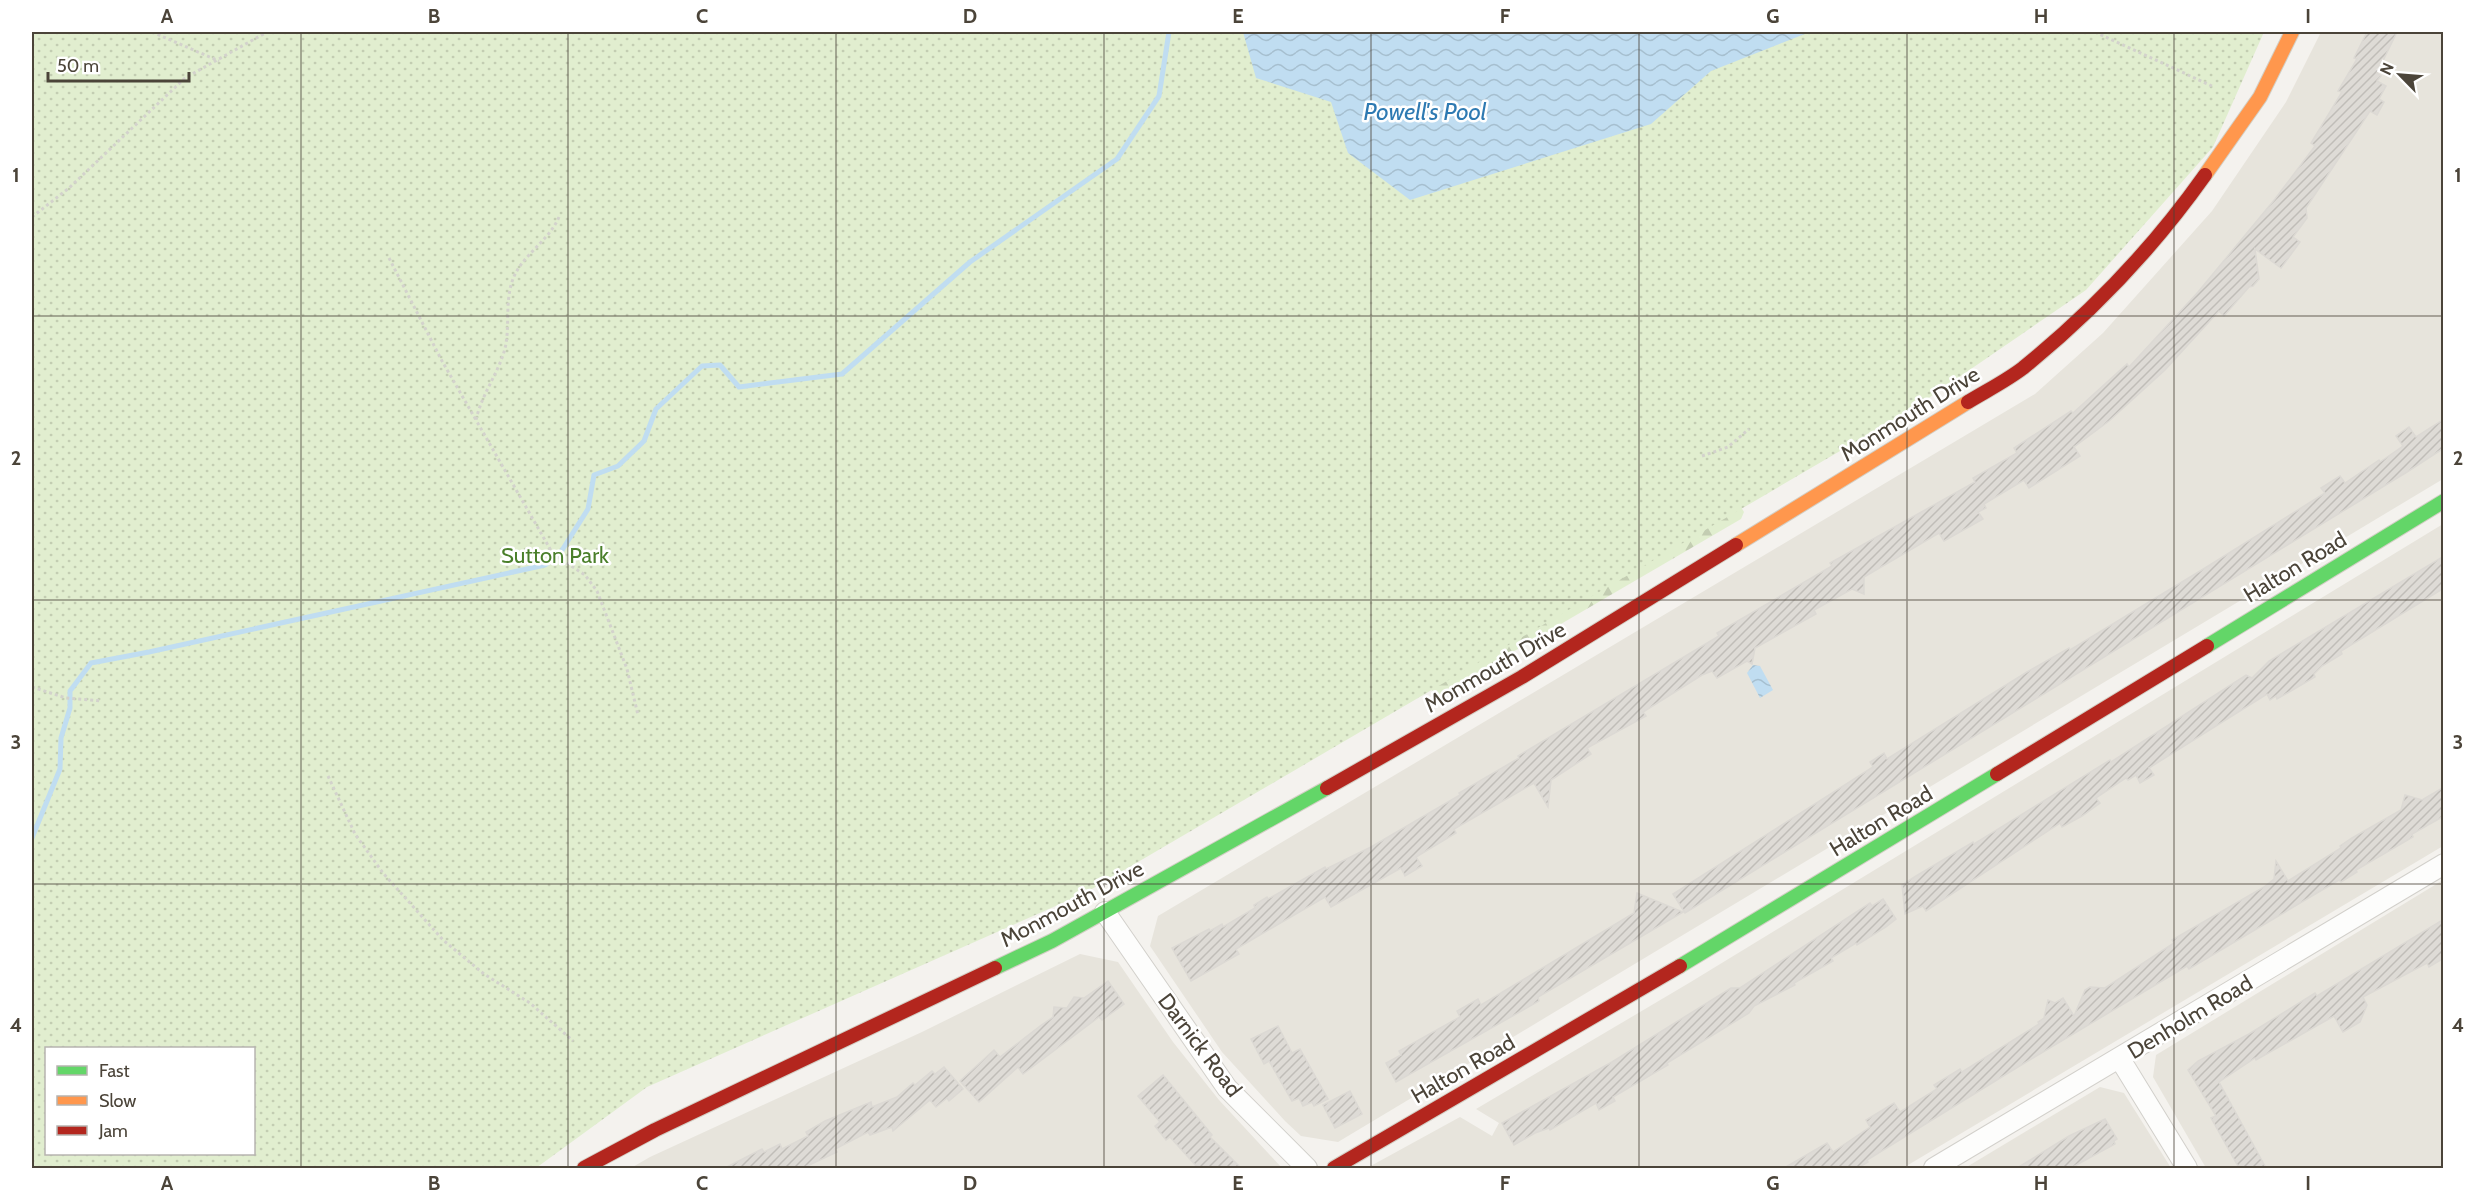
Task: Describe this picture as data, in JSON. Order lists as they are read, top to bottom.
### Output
{
  "streets": {
    "street": [
      "Monmouth Drive",
      "Halton Road",
      "Denholm Road",
      "Darnick Road"
    ]
  },
  "crossings": [
    ["Monmouth Drive", "Darnick Road"]
  ],
  "water": ["Powell's Pool"],
  "parks": ["Sutton Park"],
  "legend": ["Fast", "Slow", "Jam"],
  "scale_bar": "50 m",
  "north": "top left",
  "grid": {
    "columns": [
      "A",
      "B",
      "C",
      "D",
      "E",
      "F",
      "G",
      "H",
      "I"
    ],
    "rows": [
      "1",
      "2",
      "3",
      "4"
    ]
  }
}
=======
◆ **WHAT YOU SHOULD DO**
Could you print all the entries exactly as they stand, with the pictures left out?

◆ **FINISHED TASK**
Task: Describe this picture as data, in JSON. Order lists as they are read, top to bottom.
### Output
{
  "streets": {
    "street": [
      "Monmouth Drive",
      "Halton Road",
      "Denholm Road",
      "Darnick Road"
    ]
  },
  "crossings": [
    ["Monmouth Drive", "Darnick Road"]
  ],
  "water": ["Powell's Pool"],
  "parks": ["Sutton Park"],
  "legend": ["Fast", "Slow", "Jam"],
  "scale_bar": "50 m",
  "north": "top left",
  "grid": {
    "columns": [
      "A",
      "B",
      "C",
      "D",
      "E",
      "F",
      "G",
      "H",
      "I"
    ],
    "rows": [
      "1",
      "2",
      "3",
      "4"
    ]
  }
}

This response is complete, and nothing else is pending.